Amos started for the door but Lizzie grasped his arm. "You stay right here, Amos, and take care of the house."

"What do you s'pose it was?" whispered Lydia. "I wish Mr. Levine was here. He's sheriff."

"That's what I'm afraid of—that something's happened, to him—between his being sheriff and his other interests. I'll get my lantern."

"Wait! I'll have to fill it for you," said Lydia.

So it was that while Amos fumed and Lydia sought vainly for a new wick, footsteps sounded on the porch, the door opened and Billy Norton and his father supported John Levine into the living-room. Levine's overcoat showed a patch of red on the right breast.

"For God's sake! Here, put him on the couch," gasped Amos.

"Billy, take Levine's bicycle and get the doctor here," said Pa Norton.
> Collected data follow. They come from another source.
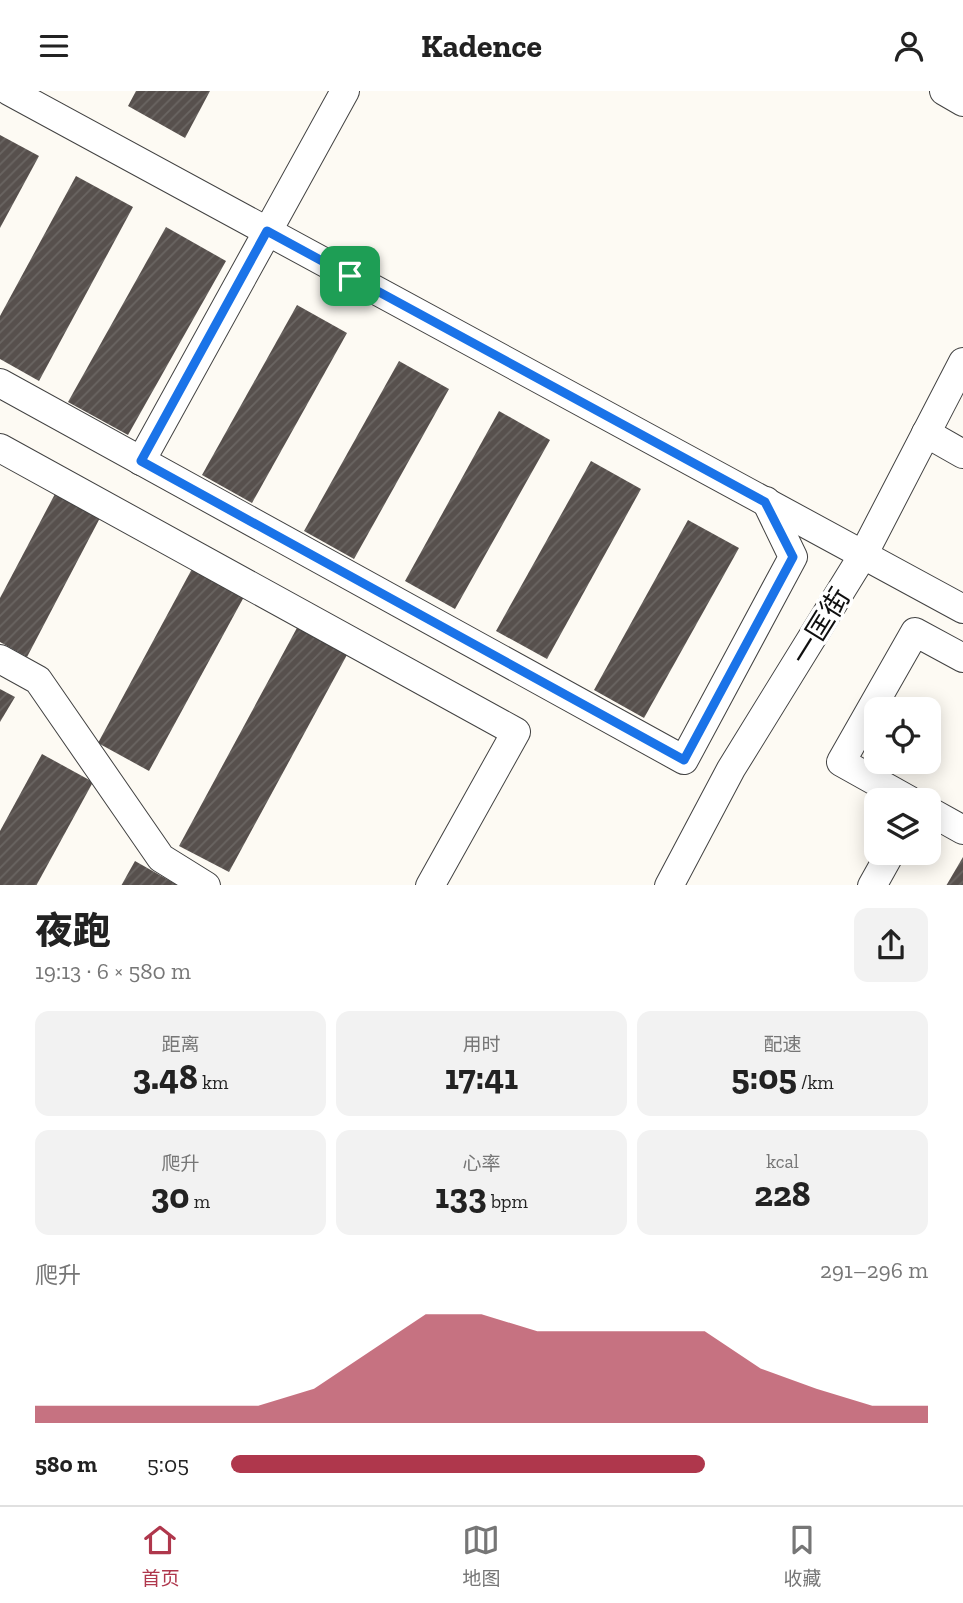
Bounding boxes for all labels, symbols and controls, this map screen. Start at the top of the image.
icon: menu [35,27,73,65]
text: Kadence [421,27,542,65]
icon: person [890,27,928,65]
pin [320,246,380,306]
icon: arrive [331,257,369,295]
street label: 一匡街 [784,582,857,671]
map controls [864,697,941,865]
button: locate [864,697,941,774]
button: layers [864,788,941,865]
text: 夜跑 [35,908,111,954]
button: share [854,908,928,982]
text: 19:13 · 6 × 580 m [35,957,191,985]
text: 距离 [161,1033,200,1056]
text: 用时 [462,1033,501,1056]
text: 配速 [763,1033,802,1056]
text: 3.48 [132,1056,198,1098]
text: 17:41 [445,1056,518,1098]
text: 5:05 [731,1056,797,1098]
text: km [198,1071,229,1094]
text: /km [797,1071,834,1094]
text: kcal [766,1150,799,1173]
text: 爬升 [161,1152,200,1175]
text: 心率 [462,1152,501,1175]
text: 228 [754,1173,811,1215]
text: 30 [151,1175,190,1217]
text: 133 [435,1175,487,1217]
text: m [190,1190,210,1213]
text: bpm [487,1190,528,1213]
text: 291–296 m [820,1256,928,1284]
text: 爬升 [35,1261,81,1289]
text: 580 m [35,1450,97,1478]
text: 5:05 [147,1450,189,1478]
tab: 首页 [141,1521,180,1590]
tab: 地图 [462,1521,501,1590]
tab: 收藏 [783,1521,822,1590]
"Hot water and clean cloth, Lydia," said Amos. "Let's get his clothes off, Norton."

"Don't touch me except to cut open my clothes and pack the wound with ice in a pad of rags," said John weakly. Then he closed his eyes and did not speak again till the doctor came.

Lydia trembling violently could scarcely carry the crushed ice from Lizzie to her father. No one spoke until the gentle oozing of the blood yielded to the freezing process. Then Amos said in a low voice to Pa Norton,

"What happened?"

"Can't say. Billy and I were coming home from town when we heard the shot ahead of us. It took us a minute or two to come up to Levine. He was standing dazed like, said the shot had come from the lake shore way and that's all he knew about it."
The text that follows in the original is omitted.